Once a trade is booked into the trading platform database, it triggers a whole chorus of validation and daily processing. The validation process is a to-and-fro dance between the trading desks in Front Office and the control units in Middle Office, all mediated by the trading platform. The traders may insert a trade on an experimental basis. Once they are convinced that it is a viable trade, they push it to a confirmed state, which will be picked up by the treasury control unit. If the traders decide to discard the trade, the trade ends up in the trash pile (but never deleted permanently). The control unit typically works in a four-eye, double validation mode. They verify the trade inputs, and control limits such as the number of trades allowed for a particular product. If the trade passes their tests, they set its status to a validated state, which triggers a second level of checking. If the trade fails either level, they are pushed back into a state that allows the traders to either amend it or discard it.

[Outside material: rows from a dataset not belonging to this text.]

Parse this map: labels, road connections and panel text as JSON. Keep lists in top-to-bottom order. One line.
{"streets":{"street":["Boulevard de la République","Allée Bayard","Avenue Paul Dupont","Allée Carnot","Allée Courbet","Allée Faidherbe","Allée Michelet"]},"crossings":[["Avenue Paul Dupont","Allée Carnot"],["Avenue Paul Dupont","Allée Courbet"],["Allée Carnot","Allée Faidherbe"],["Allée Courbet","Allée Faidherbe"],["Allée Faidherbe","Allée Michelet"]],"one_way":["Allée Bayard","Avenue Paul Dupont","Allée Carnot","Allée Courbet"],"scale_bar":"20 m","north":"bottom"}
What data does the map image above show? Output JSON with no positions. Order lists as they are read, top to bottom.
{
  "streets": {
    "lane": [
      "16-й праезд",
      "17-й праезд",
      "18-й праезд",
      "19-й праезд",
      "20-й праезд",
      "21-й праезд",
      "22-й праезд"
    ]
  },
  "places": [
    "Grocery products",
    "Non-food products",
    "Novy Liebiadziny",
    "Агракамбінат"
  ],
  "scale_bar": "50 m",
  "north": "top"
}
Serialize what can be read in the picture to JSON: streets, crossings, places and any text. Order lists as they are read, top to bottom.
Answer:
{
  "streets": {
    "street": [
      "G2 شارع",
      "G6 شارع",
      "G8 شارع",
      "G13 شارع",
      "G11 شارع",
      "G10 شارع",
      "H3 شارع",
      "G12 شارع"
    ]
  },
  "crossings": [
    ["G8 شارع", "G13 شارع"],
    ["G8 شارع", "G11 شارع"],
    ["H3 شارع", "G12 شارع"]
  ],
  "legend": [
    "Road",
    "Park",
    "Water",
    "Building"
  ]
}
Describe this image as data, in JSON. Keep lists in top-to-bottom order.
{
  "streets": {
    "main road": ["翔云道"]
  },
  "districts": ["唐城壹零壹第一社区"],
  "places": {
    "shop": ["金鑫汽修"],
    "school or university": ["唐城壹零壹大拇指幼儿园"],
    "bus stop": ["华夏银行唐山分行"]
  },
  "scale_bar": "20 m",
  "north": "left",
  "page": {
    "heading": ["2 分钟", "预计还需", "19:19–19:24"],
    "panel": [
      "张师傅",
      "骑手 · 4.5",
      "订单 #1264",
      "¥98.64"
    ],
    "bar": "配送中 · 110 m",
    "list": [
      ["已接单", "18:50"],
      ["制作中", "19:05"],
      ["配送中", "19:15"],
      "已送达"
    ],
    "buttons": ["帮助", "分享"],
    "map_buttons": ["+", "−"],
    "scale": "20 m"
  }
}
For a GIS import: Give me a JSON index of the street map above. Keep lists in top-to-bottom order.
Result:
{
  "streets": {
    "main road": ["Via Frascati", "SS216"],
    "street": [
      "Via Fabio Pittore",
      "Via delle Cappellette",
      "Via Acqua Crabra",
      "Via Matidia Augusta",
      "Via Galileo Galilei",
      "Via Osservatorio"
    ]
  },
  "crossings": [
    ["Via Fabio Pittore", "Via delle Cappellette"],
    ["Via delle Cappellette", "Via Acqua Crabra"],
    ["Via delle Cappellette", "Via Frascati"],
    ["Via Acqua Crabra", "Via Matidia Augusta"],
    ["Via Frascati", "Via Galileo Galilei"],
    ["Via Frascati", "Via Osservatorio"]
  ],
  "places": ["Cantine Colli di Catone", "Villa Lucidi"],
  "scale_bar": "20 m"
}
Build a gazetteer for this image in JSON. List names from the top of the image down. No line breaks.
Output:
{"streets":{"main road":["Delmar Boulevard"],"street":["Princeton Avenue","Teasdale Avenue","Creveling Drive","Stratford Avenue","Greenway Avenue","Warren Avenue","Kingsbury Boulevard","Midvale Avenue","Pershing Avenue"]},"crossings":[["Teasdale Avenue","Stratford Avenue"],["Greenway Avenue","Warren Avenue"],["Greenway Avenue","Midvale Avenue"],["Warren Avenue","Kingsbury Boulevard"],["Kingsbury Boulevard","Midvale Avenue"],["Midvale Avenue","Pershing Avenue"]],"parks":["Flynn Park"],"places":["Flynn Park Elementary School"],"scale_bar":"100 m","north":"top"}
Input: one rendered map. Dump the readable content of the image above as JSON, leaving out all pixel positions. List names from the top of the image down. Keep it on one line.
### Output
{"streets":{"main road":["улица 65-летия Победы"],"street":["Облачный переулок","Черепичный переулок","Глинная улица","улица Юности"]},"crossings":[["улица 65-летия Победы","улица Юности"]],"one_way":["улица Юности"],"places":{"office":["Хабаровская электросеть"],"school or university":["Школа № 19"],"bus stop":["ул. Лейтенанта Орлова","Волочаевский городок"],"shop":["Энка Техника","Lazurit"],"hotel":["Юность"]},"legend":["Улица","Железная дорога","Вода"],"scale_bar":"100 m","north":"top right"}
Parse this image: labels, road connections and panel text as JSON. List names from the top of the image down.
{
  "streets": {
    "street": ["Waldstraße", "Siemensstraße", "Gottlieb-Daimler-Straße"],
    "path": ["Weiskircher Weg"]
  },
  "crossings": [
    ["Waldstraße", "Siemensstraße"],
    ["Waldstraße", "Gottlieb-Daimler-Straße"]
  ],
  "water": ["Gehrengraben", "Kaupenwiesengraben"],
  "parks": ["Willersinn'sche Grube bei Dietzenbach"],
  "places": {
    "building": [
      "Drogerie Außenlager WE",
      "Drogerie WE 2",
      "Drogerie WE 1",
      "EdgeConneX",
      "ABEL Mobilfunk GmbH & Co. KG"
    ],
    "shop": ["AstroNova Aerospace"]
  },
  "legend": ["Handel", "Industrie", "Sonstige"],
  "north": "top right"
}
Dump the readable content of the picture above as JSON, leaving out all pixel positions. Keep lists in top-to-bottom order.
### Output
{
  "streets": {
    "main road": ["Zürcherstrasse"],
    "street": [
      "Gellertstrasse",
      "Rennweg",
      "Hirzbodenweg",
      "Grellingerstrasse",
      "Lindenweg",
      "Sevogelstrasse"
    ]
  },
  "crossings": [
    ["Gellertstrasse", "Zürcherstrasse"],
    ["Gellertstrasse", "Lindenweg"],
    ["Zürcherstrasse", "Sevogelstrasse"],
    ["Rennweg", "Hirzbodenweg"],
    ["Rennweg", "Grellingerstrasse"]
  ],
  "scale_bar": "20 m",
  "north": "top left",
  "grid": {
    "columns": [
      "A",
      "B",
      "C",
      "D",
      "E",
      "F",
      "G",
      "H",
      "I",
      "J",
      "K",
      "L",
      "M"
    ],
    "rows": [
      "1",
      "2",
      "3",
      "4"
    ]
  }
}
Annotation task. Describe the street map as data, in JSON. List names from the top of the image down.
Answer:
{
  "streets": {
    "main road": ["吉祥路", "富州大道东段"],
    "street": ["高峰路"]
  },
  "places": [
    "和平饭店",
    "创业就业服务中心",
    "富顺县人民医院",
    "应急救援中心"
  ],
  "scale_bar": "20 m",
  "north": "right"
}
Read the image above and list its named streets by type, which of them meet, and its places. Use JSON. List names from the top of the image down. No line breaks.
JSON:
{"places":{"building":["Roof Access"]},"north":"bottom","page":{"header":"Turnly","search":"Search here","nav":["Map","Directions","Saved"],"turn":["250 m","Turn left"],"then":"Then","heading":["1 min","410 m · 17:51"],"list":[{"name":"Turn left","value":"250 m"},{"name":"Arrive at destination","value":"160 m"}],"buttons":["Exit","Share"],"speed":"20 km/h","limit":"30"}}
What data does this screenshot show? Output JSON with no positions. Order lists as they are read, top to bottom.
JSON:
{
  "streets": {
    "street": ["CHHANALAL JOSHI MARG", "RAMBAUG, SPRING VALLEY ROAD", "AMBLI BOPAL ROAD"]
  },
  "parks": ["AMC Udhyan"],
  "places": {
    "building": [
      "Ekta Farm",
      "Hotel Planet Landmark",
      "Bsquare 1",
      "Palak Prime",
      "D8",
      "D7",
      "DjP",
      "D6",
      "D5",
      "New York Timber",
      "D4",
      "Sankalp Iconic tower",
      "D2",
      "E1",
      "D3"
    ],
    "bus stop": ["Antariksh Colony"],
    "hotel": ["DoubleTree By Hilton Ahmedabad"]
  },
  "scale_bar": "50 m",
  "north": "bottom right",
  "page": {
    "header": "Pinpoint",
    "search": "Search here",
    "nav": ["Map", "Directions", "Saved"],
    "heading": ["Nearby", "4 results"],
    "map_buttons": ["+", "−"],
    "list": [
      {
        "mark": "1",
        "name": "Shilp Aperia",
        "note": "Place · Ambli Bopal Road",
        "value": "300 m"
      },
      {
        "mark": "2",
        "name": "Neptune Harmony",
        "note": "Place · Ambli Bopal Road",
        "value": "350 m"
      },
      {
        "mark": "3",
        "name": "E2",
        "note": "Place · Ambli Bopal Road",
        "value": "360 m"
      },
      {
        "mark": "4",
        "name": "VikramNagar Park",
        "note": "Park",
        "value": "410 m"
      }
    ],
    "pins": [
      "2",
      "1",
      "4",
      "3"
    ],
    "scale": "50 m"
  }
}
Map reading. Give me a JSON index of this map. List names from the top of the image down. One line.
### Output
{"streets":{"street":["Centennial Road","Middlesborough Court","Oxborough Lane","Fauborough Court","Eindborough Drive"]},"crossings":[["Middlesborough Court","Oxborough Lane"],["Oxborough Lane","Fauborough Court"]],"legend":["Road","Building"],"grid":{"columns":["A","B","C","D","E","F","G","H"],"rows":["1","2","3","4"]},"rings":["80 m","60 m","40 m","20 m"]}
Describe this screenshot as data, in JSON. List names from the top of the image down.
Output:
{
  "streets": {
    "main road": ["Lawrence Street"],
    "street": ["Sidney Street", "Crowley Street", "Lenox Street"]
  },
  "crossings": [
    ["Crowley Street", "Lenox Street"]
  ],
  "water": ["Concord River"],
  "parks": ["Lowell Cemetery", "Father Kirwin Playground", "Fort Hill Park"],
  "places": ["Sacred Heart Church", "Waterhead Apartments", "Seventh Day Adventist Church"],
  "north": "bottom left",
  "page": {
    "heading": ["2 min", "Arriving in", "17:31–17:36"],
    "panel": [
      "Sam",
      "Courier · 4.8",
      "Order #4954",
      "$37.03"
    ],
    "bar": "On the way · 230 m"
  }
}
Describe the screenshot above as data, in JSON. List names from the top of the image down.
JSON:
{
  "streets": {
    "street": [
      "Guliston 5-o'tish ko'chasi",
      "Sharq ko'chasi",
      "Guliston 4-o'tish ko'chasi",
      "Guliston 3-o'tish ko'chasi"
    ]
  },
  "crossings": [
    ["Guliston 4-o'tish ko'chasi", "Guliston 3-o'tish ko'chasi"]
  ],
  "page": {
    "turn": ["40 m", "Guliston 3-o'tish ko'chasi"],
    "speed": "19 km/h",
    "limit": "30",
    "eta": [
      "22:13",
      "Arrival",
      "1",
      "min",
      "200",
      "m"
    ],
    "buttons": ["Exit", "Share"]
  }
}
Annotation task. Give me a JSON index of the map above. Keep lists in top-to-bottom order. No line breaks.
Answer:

Once the trade is fully validated, the processing part begins. It involves multiple teams and multiple perspectives, starting from how a trade should be identified to what the basic information unit that should be identified.
As shown in the figure above, regular processing takes place in various business units.
- Trading Desks monitor trades for hedging and rebalancing, monitoring profit and loss (P/L), and staying within the risk limits. The senior traders get distilled information from the junior ones through this regular processing and take appropriate actions.
- Middle Office plays a crucial role in regular process. They monitor target and barrier breaches, rate fixings and option exercises, cash flow generation, and spawning other cash trades. They generate (with the help of the trading platform) appropriate accounting triggers for Back Office to act on, in order to perform settlements, trade confirmation, documentation archival etc.
- Product Control is another business unit embedded within the middle office that actively monitor the P/L on a daily basis, with a view to explaining their movements based on the sensitivities and market movements, providing an independent computation of the profitability of the trading activity. Their computations of reserves feed into the finance and human resources departments and affect trader incentives and compensation.
- Market Risk Management also has hordes of staff employed to perform daily monitoring of trading limits (such as notionals, delta-equivalents etc.) as well as VaR computation, Stress VaR tests. In most banks, they also handle compliance reporting to regulatory authorities and provide concise and actionable intelligence to the upper management who decide the trading strategies.
As we shall soon see, the different and specific focus of each business unit demands a unique projection (which we will call a perspective) of the trading information from the trading platform. This requirement is one of the things that make its design and implementation so challenging.